Quando approdarono a Palermo i corleonesi non avevano amicizie politiche, non avevano le mani in pasta negli affari grossi, che allora erano soprattutto gli appalti, non avevano eserciti a disposizione come i boss di prima grandezza come i Bontate, sovrani della famiglia palermitana di Santa Maria del Gesù o Salvatore Inzerillo, con le sue parentele altolocate, cugino del potente padrino di Brooklyn Carlo Gambino, o come don Tano Badalamenti di Cinisi. I corleonesi avevano dalla loro parte solo la fame, la determinazione e la disposizione alla violenza che avevano già dimostrato a casa loro.

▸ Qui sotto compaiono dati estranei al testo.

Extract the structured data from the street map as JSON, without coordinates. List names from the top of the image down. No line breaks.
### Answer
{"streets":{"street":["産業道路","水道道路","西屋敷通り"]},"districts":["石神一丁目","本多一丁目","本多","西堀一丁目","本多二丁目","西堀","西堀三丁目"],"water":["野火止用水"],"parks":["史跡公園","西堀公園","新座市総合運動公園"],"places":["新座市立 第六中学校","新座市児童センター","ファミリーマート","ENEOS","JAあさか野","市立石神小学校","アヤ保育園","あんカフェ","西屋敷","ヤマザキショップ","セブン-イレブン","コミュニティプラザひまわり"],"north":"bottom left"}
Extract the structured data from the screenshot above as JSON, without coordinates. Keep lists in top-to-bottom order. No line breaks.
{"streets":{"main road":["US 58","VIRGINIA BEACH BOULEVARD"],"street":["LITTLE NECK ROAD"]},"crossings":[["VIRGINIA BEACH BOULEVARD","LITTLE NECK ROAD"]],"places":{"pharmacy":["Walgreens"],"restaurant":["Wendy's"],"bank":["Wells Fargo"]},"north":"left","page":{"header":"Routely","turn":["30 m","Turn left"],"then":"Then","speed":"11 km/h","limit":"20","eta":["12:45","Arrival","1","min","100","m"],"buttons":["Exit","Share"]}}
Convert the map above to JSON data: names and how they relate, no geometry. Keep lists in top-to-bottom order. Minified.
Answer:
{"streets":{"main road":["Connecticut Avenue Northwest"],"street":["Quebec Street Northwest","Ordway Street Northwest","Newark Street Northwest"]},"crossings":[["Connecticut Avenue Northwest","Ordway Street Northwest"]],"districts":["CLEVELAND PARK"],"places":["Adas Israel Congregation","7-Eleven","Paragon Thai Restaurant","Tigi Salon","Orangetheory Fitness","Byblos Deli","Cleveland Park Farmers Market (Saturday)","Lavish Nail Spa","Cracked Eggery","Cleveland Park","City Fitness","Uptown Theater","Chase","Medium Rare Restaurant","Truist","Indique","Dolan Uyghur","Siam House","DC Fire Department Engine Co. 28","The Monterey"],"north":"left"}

A Palermo salirono piano piano parecchi gradini. Riina si fece altri anni di carcere prima di essere assolto nel giugno 1969. Uscito di galera scomparve per 24 anni ma senza andare troppo lontano e continuando a scalare i vertici di Cosa nostra. Organizzò la strage di viale Lazio a Milano, che il 10 dicembre 1969 mise fine alla prima guerra di mafia. Furono ammazzati il boss Michele Cavataio e tre suoi uomini, ma ci rimise la pelle anche Bagarella, e Provenzano si guadagnò il soprannome di “u Tratturi”, il trattore, finendo Cavataio a colpi di calcio di pistola sul cranio. Quando Leggio, latitante nel Nord, entrò a far parte della Commissione, Riina fu delegato a rappresentarlo e quando il boss finì in carcere ne prese il posto, nel ‘ 74, lo stesso anno in cui coronava con le nozze il lungo fidanzamento con Ninetta Bagarella.

Ma i “viddani” restavano la plebe di Cosa nostra. Il giro grosso ora erano gli stupefacenti, e a loro arrivavano le briciole, concesse con sprezzo e sufficienza da Stefano Bontate, “il principe di Villagrazia”.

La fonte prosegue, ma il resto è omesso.